Over the years, new protocols were invented, standardized and made it to a released kernel; more code was added. The more code we run in the packet processing logic, the longer it takes to process a packet. Being general-purpose, the Linux network stack has a whole bunch of features, which sometimes get in the way when you’re trying to optimize it for bulk packet forwarding. On top of that, because networking code lives in the kernel, any updates or extensions to the network stack might need a kernel upgrade.

We realized that if we wanted a fast, extensible and decoupled networking stack we would need to look for it elsewhere. As the title suggests, we went down the path of taking the kernel out of the picture for packet processing tasks and doing it all in the user space. In this article we’ll share some of what we have learned so far in our journey and highlight some of the tools we’ve been using to power the next generation of Equinix products.

Reason 1: Packet Processing Overhead

Much has to happen before application data reaches the right process or is forwarded to the destination interface. On the ingress side (that is, receiving traffic), the packet is received by the network card. The network driver will usually interrupt the kernel so it knows there is a packet waiting to be processed. This interrupt causes the CPU to pause what it’s doing and go process that packet. This is called a “context switch.” The CPU then allocates a certain amount of memory and copies the packet data received from the NIC there. This part of the process is called SKB allocation, and it basically means that the kernel now has an internal structure to represent the packet.

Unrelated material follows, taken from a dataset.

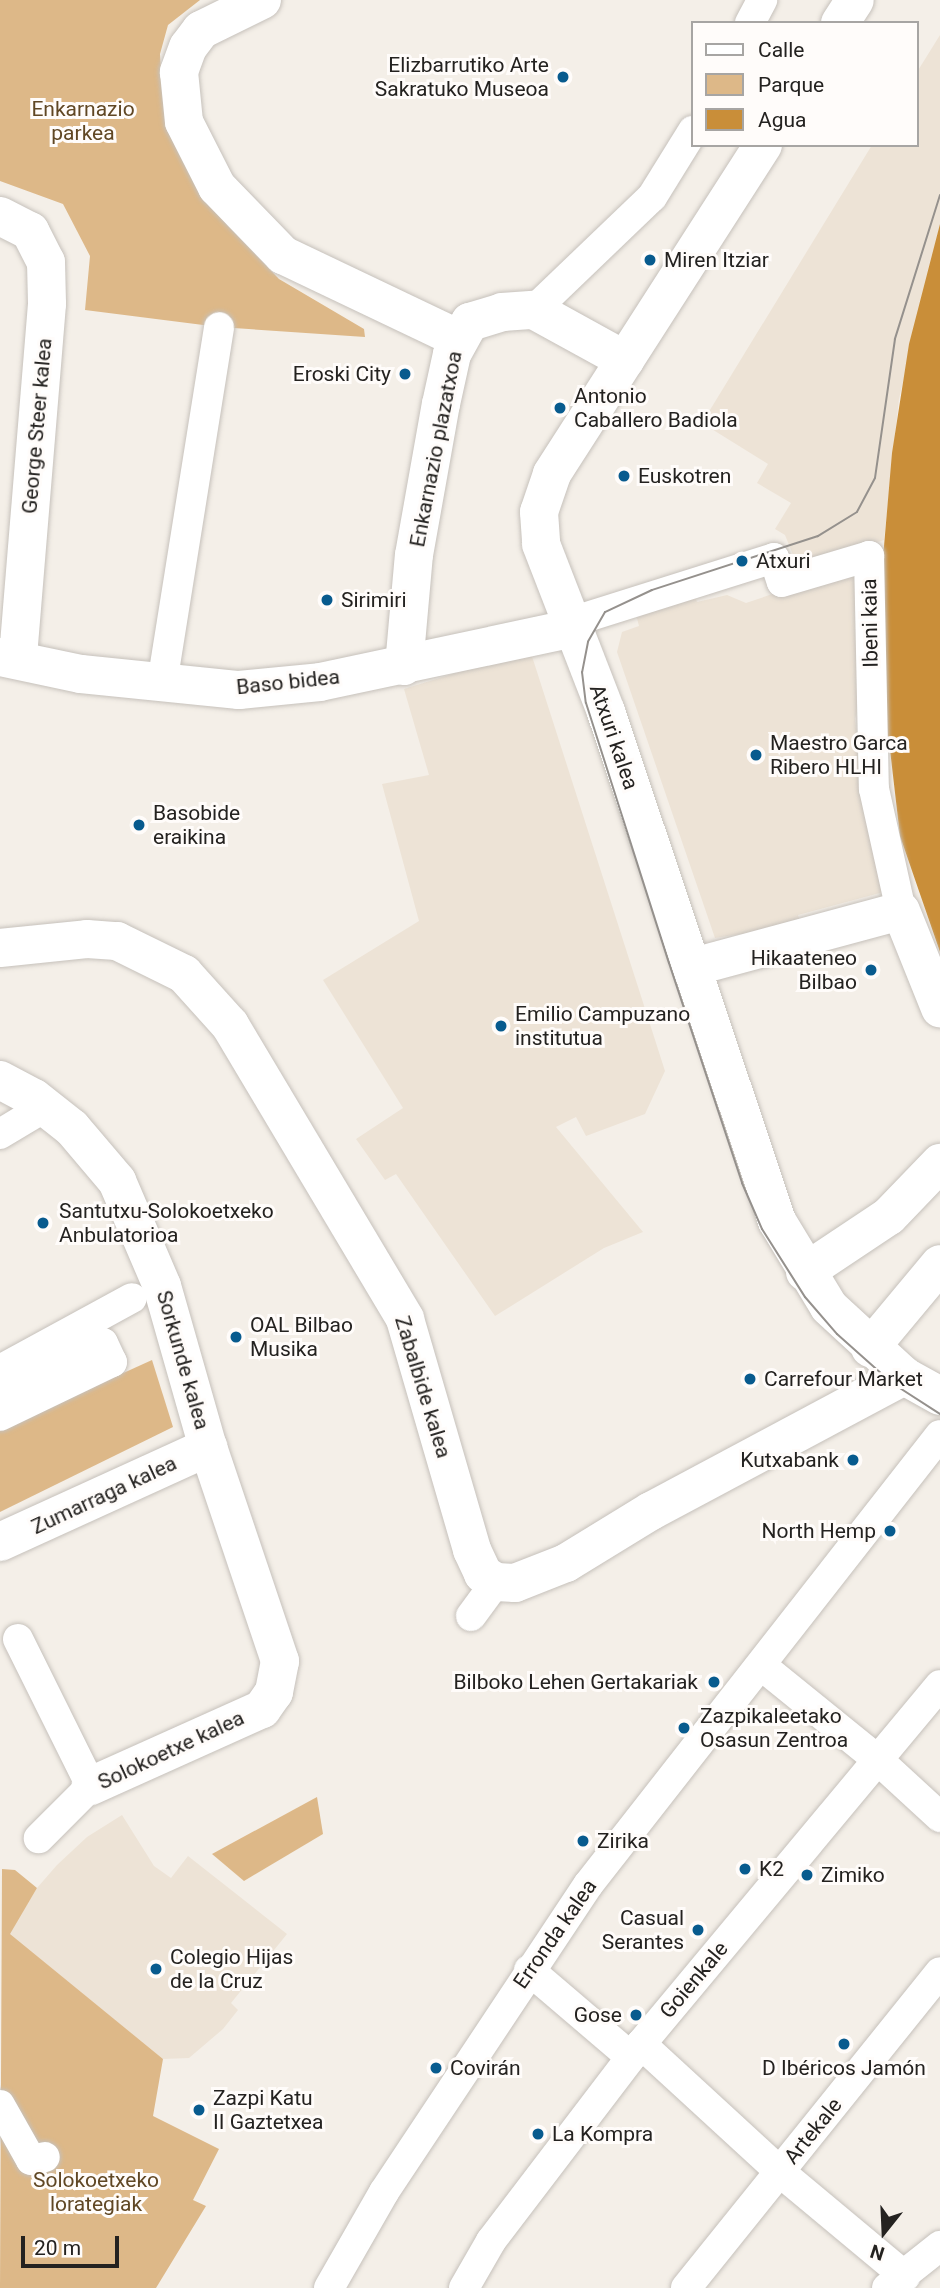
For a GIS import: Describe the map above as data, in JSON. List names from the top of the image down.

The packet now sitting in memory is also parsed and filled with lots of metadata, which might be consumed by different parts of the kernel subsystems. Here we find references to the input interfaces, hashing value, tunnel keys and so on. As the packet moves up the processing chain, several operations are performed on it in order to determine where that data is supposed to go: either to a remote system (that is, to be forwarded) or to a local socket that is interested in packets matching certain criteria (a combination of address and port). Both forwarding and socket delivery also consume precious CPU time.

The long list of things that happen between packet arrival and packet forwarding or application delivery includes ingress queuing, route lookups, firewall filters, routing rules, socket matching, header rewrite, encapsulation, error handling and much more. A lot of CPU time is spent just figuring out what to do with a single packet.

This diagram should give you a good idea of the level of complexity involved:

Packet flow in Netfilter and general networking — Credit: Jan Engelhardt. Source: Wikimedia Commons

You can try to tune the system (use NAPI or GRO/GSO) or use lower-level sockets (such as AF_PACKET), but in most cases that is not enough (one exception being while getting data from XDP hooks or some zero copy mode supported on some socket families). A big part of the CPU time and effort is spent copying data from one memory block to another (from NIC to kernel, from kernel to application memory or egress NIC buffer). The same is true for data originated from an application and headed toward a remote system.

Reason 2: Upgrades

It’s natural to want to change a networking product to fit new use cases, fix bugs and support new features. If these new features had to go in the kernel code, keeping all that code up to date would be a lot of work. And releasing that code would be even more work, as the entire operating system would change as a result. On the other hand, if the thing that runs the product (like some process) is not tightly coupled to the thing that runs the thing (like the kernel), it is easier to upgrade one without changing the other. New functionality can go live faster and more smoothly.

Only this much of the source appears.